Fazla pişen yemeklerden sıcacık bir tabağı komşuya uzatırdık ki sonra ziyan olup çöpe gitmesin bitmediğinde.
Yanabilecek her şey sobalarda değerlenirdi, artan kumaşlar kırk yama olarak ünlenmeden bile eklenirdi birbirine şekillerle ve yastık-minder-yorgan yüzü olurdu emeklerde.
Her çivi düzlenerek kaldırılırdı alet çantasına, portakal kasalarından söküldüğünde bile.
Her metal parçası hurdacıyı beklerdi karşılığında bir kaç mandal alınsa bile.

İlla da işe yaramayan o kadar az çöp olurdu ki çöp arabası geldiğinde biz çocuklar bile taşırdık dışarıya, uzatırdık eli eldivenli o çöpçü amcalara.
O zamanlar sokaklarda, caddelerde ve parklarda sadece kendiliğinden düşen, rüzgarla uçuşan yapraklar olurdu.
Eli çalı süpürgeli ve bir de sopaya çivilenmiş yarım kesili yirmilik tenekeden oluşan kürekleri olan çöpçülerin sokaklarımızdaki tek işiydi o yaprakları toplamak. Sonra onlar zaten doğaya geri dönerdi. Çürüme dediğin doğaya katkı için olurdu, toprağa karışırdı çürüyen yaprak.

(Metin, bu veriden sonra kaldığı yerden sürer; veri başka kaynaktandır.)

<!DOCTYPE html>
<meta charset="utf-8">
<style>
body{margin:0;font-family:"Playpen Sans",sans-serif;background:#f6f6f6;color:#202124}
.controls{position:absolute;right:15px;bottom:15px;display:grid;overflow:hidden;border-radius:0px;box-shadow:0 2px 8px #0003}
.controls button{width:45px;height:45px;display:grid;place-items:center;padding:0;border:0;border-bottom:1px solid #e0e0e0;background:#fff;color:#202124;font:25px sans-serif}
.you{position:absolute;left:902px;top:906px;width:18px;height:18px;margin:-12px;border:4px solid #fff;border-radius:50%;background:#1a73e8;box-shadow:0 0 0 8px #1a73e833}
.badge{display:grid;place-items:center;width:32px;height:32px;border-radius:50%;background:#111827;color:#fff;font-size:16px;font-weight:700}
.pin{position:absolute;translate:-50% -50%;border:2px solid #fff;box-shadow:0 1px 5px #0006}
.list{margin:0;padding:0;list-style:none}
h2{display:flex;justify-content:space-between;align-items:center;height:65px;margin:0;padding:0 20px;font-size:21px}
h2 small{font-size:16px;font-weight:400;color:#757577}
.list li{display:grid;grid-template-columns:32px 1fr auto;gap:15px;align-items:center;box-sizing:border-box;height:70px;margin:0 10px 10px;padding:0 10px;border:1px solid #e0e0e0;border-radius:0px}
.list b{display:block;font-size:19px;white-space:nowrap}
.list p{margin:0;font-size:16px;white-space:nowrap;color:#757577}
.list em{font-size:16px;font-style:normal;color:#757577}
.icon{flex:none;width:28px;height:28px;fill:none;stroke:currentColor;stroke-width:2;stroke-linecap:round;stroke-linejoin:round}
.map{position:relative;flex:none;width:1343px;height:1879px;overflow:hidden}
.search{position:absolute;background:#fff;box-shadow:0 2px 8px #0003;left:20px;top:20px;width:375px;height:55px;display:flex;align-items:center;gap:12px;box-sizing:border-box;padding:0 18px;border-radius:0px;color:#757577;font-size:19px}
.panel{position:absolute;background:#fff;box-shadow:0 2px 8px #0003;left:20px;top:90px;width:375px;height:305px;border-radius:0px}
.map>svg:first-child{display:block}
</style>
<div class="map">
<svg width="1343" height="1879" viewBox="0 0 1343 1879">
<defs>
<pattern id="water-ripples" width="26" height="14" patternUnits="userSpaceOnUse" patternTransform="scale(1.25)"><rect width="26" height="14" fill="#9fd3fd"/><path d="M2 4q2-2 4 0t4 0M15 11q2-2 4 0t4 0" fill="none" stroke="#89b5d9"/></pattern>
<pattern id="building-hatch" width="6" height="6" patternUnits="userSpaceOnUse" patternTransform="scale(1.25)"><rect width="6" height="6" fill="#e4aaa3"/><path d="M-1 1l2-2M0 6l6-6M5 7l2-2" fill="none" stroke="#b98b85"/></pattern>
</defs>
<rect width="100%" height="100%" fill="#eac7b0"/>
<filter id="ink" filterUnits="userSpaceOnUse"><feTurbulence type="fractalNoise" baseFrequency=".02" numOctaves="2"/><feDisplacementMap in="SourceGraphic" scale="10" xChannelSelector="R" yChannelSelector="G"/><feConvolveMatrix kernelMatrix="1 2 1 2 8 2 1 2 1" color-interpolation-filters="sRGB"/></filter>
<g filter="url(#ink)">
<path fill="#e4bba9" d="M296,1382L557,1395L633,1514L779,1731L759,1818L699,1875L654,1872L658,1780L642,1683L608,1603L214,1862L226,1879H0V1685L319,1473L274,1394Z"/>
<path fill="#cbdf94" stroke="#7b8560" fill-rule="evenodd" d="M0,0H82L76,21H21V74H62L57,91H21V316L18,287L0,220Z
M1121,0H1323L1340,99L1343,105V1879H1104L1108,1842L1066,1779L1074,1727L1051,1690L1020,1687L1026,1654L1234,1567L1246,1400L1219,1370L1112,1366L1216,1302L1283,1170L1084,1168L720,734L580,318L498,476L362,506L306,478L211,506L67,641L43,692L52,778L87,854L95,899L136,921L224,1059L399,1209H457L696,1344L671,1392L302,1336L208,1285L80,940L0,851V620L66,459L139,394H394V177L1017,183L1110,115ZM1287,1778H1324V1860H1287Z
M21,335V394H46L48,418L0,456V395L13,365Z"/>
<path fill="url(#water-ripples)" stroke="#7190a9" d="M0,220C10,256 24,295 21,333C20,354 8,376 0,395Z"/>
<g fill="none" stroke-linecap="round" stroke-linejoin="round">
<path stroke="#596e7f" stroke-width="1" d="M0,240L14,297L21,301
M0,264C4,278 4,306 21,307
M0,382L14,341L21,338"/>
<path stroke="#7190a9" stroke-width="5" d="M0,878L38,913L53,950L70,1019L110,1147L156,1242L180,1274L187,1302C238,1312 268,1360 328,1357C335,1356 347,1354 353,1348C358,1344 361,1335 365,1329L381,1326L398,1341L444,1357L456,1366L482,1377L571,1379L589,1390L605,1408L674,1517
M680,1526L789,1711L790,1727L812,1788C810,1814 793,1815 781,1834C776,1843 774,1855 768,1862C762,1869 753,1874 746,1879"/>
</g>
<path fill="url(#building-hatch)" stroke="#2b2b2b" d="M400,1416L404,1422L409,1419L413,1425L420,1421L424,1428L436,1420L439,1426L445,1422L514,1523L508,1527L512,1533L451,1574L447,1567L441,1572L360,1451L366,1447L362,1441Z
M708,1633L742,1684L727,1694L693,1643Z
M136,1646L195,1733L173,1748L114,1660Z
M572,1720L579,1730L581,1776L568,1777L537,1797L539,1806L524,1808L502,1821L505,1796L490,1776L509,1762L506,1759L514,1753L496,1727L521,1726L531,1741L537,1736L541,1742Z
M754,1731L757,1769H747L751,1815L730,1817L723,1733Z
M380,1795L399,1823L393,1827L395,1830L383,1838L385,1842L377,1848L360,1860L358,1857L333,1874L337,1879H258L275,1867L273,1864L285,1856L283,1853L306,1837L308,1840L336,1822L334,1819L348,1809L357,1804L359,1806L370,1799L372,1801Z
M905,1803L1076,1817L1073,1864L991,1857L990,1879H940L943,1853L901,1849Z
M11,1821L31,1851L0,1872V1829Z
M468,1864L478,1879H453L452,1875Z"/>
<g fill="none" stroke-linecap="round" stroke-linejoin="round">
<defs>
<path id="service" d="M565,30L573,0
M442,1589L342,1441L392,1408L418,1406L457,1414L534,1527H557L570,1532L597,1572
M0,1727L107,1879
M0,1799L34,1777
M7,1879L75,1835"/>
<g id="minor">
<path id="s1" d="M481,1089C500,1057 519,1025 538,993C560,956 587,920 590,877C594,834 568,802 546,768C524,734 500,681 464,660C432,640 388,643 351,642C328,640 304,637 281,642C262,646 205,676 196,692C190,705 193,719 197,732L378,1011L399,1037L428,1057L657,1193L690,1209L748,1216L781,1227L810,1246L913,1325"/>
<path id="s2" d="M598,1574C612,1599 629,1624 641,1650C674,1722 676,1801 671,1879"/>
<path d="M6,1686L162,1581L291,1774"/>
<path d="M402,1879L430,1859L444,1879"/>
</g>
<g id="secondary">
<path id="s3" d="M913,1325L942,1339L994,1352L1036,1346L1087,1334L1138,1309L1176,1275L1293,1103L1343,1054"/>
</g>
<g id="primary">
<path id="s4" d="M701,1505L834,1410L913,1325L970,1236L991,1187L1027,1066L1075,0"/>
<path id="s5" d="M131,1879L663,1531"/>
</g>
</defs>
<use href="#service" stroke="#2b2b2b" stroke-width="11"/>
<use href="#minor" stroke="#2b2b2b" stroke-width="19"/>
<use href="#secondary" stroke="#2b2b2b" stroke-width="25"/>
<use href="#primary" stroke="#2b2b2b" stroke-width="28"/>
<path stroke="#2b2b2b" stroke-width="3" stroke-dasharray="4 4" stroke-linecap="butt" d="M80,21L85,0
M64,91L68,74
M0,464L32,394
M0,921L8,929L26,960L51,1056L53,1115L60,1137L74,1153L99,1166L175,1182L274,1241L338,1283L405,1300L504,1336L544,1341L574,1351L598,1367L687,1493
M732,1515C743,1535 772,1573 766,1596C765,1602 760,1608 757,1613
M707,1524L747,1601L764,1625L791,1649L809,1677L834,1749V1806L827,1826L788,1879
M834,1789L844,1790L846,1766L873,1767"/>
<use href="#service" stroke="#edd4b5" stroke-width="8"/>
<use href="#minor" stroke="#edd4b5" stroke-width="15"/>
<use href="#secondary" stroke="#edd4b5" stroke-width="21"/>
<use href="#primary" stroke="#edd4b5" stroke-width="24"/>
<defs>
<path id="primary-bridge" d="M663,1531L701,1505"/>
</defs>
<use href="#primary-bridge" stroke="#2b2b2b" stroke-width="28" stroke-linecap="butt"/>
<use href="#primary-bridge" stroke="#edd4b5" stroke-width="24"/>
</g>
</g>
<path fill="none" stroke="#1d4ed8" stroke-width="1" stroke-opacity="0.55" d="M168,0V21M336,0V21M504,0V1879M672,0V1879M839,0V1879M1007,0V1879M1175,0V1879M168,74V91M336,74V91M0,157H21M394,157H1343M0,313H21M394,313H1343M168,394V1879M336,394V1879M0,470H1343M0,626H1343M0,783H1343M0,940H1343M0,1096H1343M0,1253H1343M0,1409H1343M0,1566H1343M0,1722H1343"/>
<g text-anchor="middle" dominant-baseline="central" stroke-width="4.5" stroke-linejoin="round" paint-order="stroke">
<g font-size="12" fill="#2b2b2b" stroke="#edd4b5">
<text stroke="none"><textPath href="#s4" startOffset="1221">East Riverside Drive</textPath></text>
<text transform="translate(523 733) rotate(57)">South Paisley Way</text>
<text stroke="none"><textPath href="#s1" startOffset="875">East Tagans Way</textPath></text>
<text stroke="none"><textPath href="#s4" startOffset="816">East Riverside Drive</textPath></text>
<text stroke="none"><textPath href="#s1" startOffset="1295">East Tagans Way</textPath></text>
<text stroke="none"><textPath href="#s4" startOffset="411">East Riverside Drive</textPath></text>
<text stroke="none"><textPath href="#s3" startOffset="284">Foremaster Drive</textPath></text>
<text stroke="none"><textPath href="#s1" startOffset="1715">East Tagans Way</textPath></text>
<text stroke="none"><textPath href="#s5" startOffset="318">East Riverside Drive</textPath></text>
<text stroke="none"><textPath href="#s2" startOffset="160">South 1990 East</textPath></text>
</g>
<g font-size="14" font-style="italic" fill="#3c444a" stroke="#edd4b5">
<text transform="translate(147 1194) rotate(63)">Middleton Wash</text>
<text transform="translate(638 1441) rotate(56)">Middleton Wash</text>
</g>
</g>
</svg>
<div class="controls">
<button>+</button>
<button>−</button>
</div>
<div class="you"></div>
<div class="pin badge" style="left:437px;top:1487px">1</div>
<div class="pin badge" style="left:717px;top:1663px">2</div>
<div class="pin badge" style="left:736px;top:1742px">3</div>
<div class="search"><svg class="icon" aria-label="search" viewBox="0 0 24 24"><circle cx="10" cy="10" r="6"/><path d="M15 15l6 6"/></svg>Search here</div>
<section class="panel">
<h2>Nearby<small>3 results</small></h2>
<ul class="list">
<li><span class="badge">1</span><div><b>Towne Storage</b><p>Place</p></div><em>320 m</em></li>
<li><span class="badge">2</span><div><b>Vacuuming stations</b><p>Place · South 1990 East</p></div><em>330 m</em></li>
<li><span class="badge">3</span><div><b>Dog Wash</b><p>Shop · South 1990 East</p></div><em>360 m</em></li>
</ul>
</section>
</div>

Şimdi sokaklardaki temizlik işçilerinin topladıkları tamamen çöp ve çevreye saygısız insanlarca atılıyor sokağa.
Nasıl bir tüketim toplumuna dönüşüldü ise… Artık fazla yemekler çöpe gidiyor, kapı komşusunu bile tanımıyor kimseler.
Giyilmeyen giysilerle doluyor dolaplar, ama o fazla giysilere, yemeklere gereksinim duyanlar aç ve açıkta ülkenin bir yerinde.
Çöp odaları var apartmanların, kağıtlar, plastikler geri dönüşüme ayrılmalı ve ama üşengeçlikten ayrışmayan çok, karman karışık atıklar dökülüyor delikten, sokak köşelerinde çöp kutuları bekliyor sıra sıra…
O çöplerde ekmeğini arıyor garibanlar burnu alışınca kötü kokuya.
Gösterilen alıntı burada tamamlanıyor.